Tesão em Gotas

Eu fechei os olhos e tive uma sensação gostosa. Aquele cheiro, inconfundível, era do perfume que ele usava – e ali, em meio à faixa de pedestres, alguém passou com o mesmo cheiro dele.

Não era um perfume forte. O maravilhoso cheiro que vinha dele era uma mistura de sabonete e essência amadeirada, de banho tomado, pessoa limpa, loção pós-barba. Era um cheiro de homem que eu nunca senti antes – e eu imaginava que jamais sentiria novamente. O cheiro dele tinha o poder de me tirar dos eixos. Eu enlouquecia quando fungava seu pescoço, tinha desejo de rasgar suas roupas.

Lembrei-me especialmente de um sábado gostoso em que decidimos ir a uma casa de Rock no Tatuapé. Era um lugar escuro, Classic Rock rolando a mil. Dizem por aí que, antigamente, era uma boate que apresentava sexo explícito no palco. Isso explica o louco tesão que possui, inexplicavelmente, os freqüentadores do local, garantindo o emprego dos seguranças – afinal, de tempos em tempos eles são obrigados a acabar com a euforia e casais mais atrevidos, que se pegam por TODOS os escurinhos “mais escuros” que se possa imaginar.

Tudo era muito excitante – o rock e o desafio de não ser pego, literalmente, com a boca na botija. Ele começou a roçar a barba no meu pescoço, e lá fui eu, sentindo aquele cheiro que me colocava em transe, uma espécie de cio. Meu Deus, que cheiro era aquele? Feromônio? Testoterna? Tesão em gotas?!  Era cheiro que me deixava vulnerável. Era um outro ser que me dominava. E esse ser era dependente de sexo. E esse ser queria sexo. Ali. Naquele momento.
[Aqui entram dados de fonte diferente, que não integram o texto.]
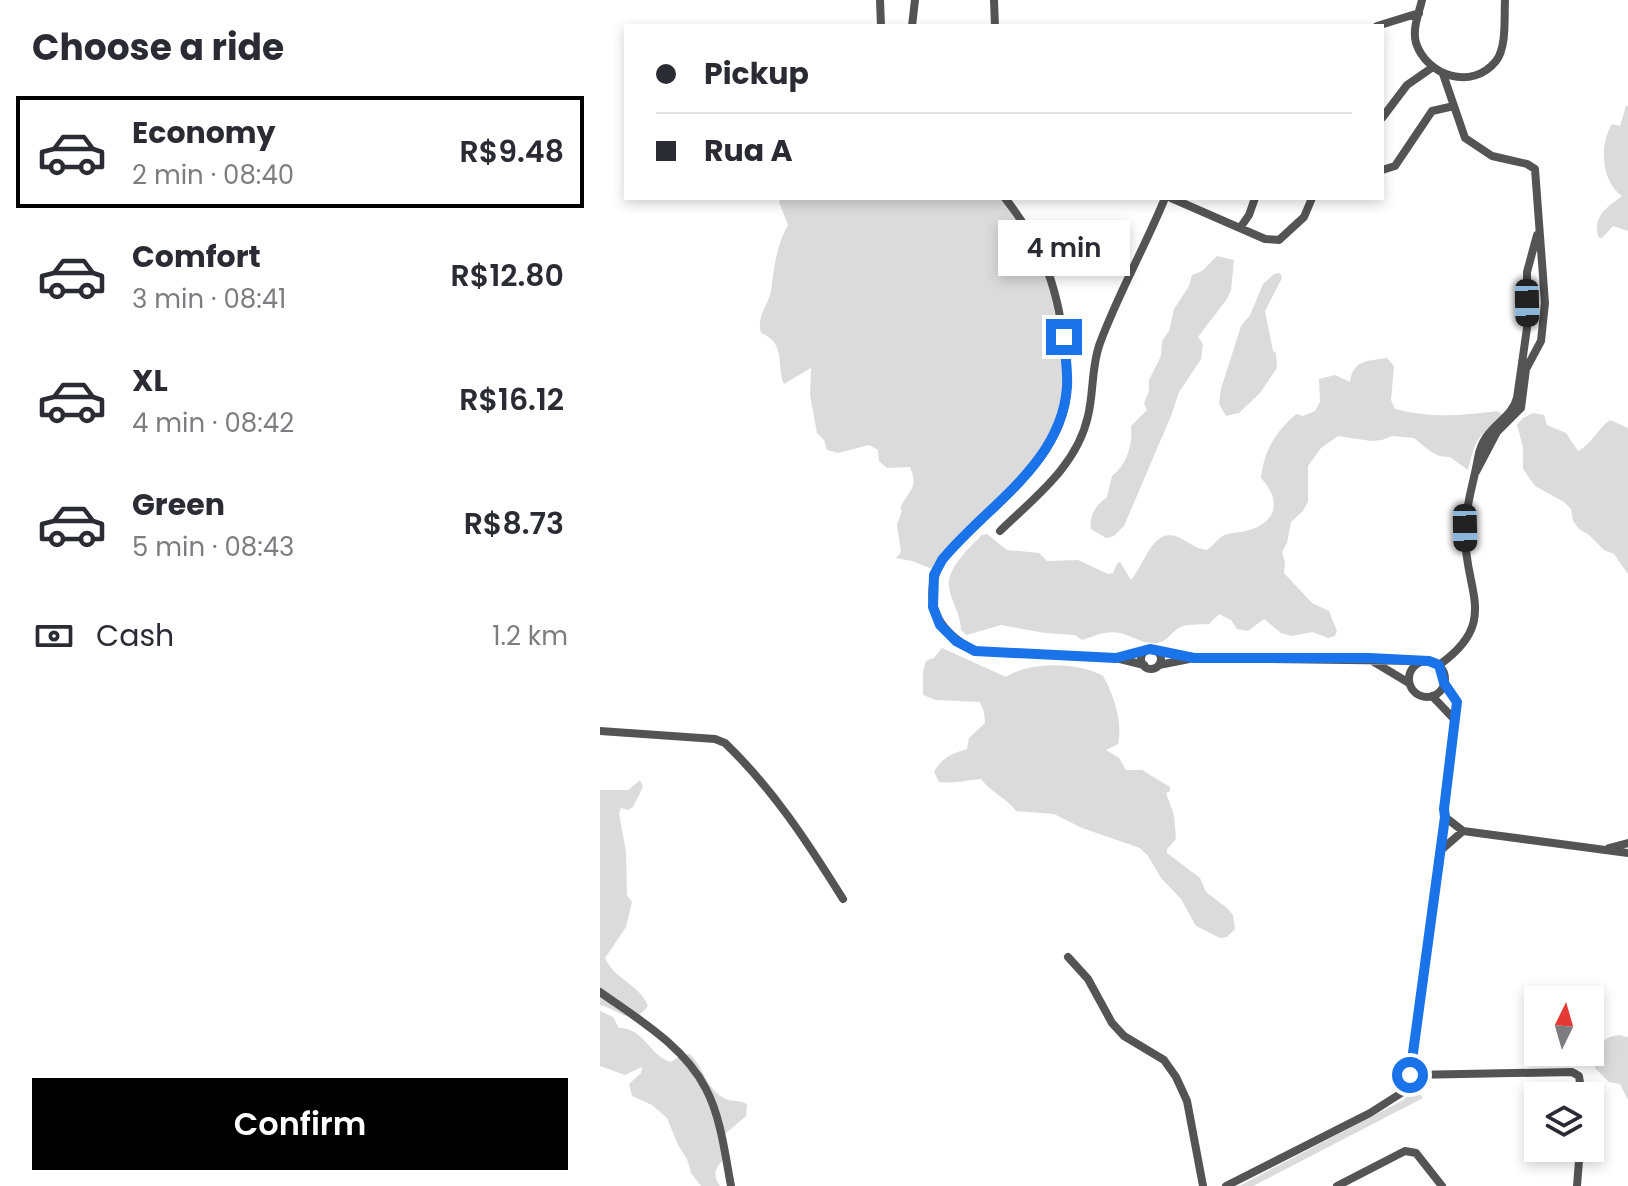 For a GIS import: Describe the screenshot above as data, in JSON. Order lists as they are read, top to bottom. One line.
{"north":"top","page":{"heading":"Choose a ride","banner":["Pickup","Rua A"],"list":[{"name":"Economy","note":"2 min · 08:40","value":"R$9.48"},{"name":"Comfort","note":"3 min · 08:41","value":"R$12.80"},{"name":"XL","note":"4 min · 08:42","value":"R$16.12"},{"name":"Green","note":"5 min · 08:43","value":"R$8.73"}],"bubble":"4 min","pay":["Cash","1.2 km"],"buttons":"Confirm"}}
Comecei a beijá-lo com desespero e em segundos fiquei molhada – cachoeira era pouco –, com a respiração ofegante. Tudo ficou ainda mais complicado poucos minutos depois, quando ele percebeu exatamente o meu grau de tesão, e abaixou minha blusa “tomara que caia” e começou a beijar meus seios, enquanto a habilidosa mão foi parar dentro da minha calcinha e me masturbava. Praticamente dedos de anjo. Não, eram dedos do capeta, isso sim! “Vagabunda!”, ele sussurou ao meu ouvido. Como eu gostava quando ele me dizia sacanagens.

Aquela cena era até que discreta, se comparada a tudo o que se passava na minha cabeça. Por mim, ordenava à banda que me cedesse um espaço no palco para foder ali, na frente de todos, em todas as posições existentes – e desencadear na platéia um festival de promiscuidade, orgia e luxúria, estilo Matrix 3. Eu tinha que encontrar um canto, um escurinho, um abismo – por todos os anjos caídos! -, qualquer lugar em que pudéssemos nos meter e, ali, saciar o tesão que nos consumia.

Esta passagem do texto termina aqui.